→ **BRIEF**
Any images in the records should be skipped; transcribe the rest exactly.

[Stored data entries]
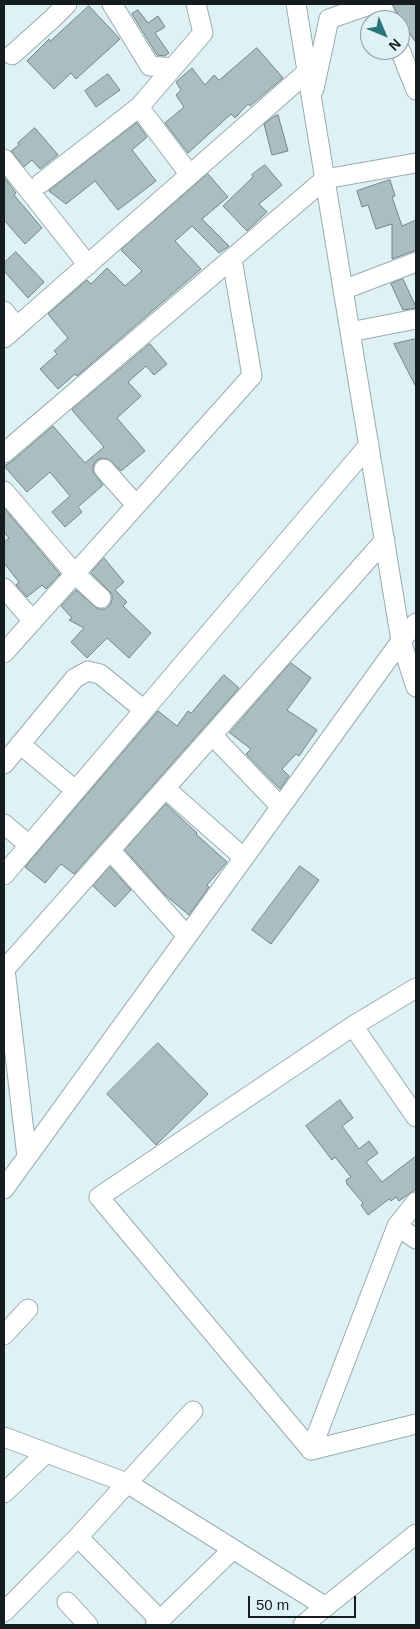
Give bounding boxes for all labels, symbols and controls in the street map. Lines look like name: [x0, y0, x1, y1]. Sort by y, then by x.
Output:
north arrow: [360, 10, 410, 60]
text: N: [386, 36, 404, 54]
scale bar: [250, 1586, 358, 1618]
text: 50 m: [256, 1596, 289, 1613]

→ **ANSWER BOX**
Give bounding boxes for all labels, symbols and controls in the street map. Lines look like name: [x0, y0, x1, y1]. Sort by y, then by x.
Output:
north arrow: [360, 10, 410, 60]
text: N: [386, 36, 404, 54]
scale bar: [250, 1586, 358, 1618]
text: 50 m: [256, 1596, 289, 1613]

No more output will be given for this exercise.